§ **ACTIVITY**
Every record needs to be repeated exactly; its pictures do not.

(Records from a data source)
== == ==

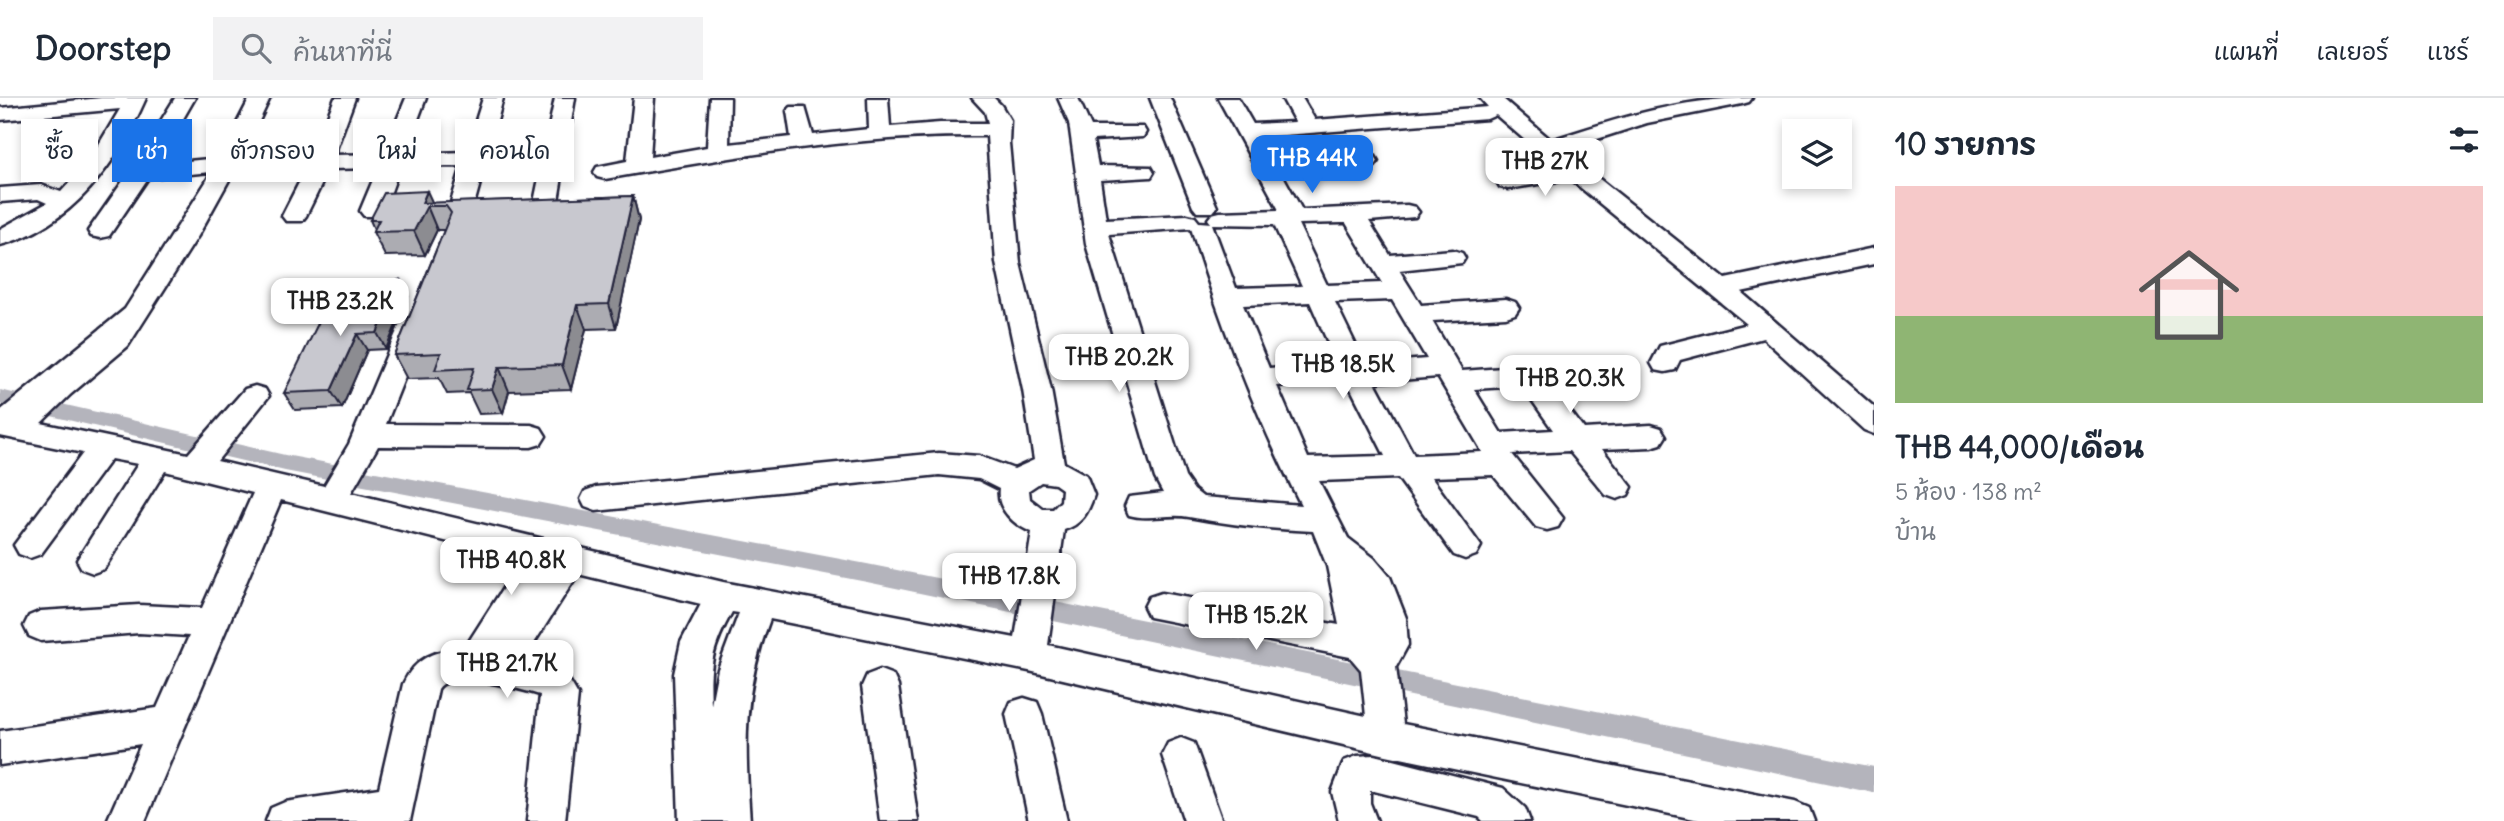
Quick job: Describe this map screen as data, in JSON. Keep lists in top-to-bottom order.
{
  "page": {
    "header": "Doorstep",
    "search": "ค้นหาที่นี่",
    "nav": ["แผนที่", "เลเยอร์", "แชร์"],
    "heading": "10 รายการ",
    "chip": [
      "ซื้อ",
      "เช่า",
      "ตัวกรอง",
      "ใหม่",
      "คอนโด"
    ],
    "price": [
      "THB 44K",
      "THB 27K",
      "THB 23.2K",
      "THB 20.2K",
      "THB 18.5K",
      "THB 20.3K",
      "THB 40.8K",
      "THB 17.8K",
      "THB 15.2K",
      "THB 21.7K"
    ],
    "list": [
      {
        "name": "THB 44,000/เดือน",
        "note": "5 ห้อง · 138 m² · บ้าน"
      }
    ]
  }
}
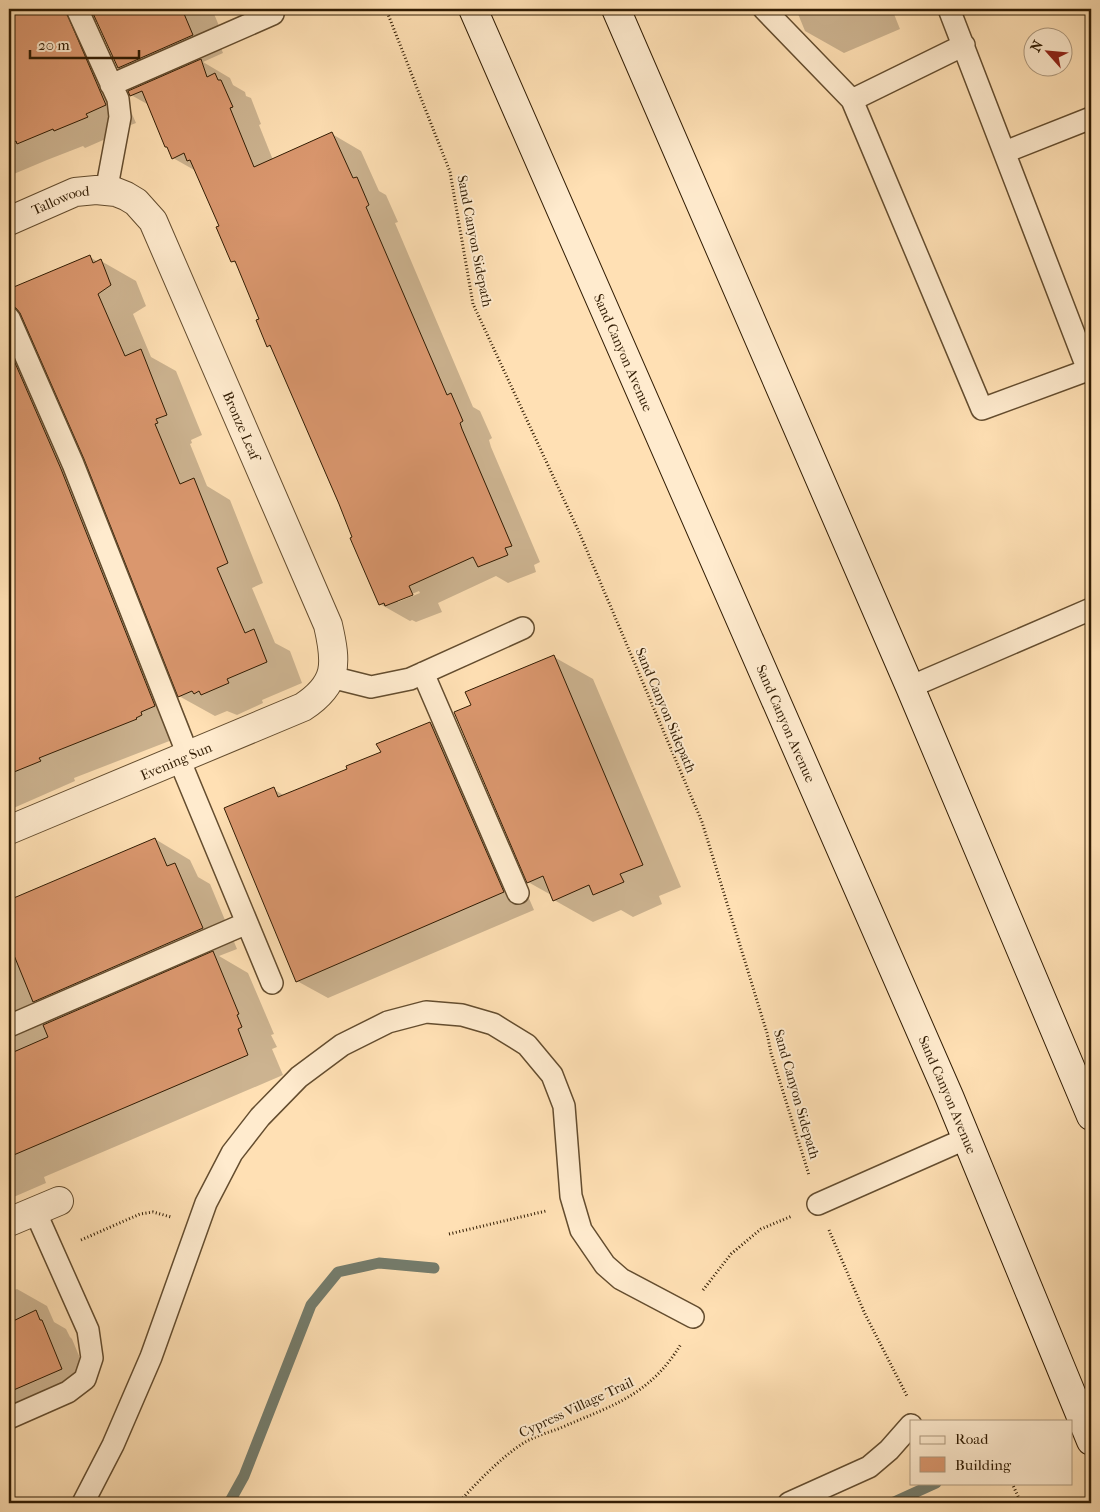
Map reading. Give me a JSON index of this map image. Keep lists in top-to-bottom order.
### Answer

== == ==

§ **WRITTEN REPLY**
Quick job: Describe this map screen as data, in JSON. Keep lists in top-to-bottom order.
{
  "page": {
    "header": "Doorstep",
    "search": "ค้นหาที่นี่",
    "nav": ["แผนที่", "เลเยอร์", "แชร์"],
    "heading": "10 รายการ",
    "chip": [
      "ซื้อ",
      "เช่า",
      "ตัวกรอง",
      "ใหม่",
      "คอนโด"
    ],
    "price": [
      "THB 44K",
      "THB 27K",
      "THB 23.2K",
      "THB 20.2K",
      "THB 18.5K",
      "THB 20.3K",
      "THB 40.8K",
      "THB 17.8K",
      "THB 15.2K",
      "THB 21.7K"
    ],
    "list": [
      {
        "name": "THB 44,000/เดือน",
        "note": "5 ห้อง · 138 m² · บ้าน"
      }
    ]
  }
}
Map reading. Give me a JSON index of this map image. Keep lists in top-to-bottom order.
### Answer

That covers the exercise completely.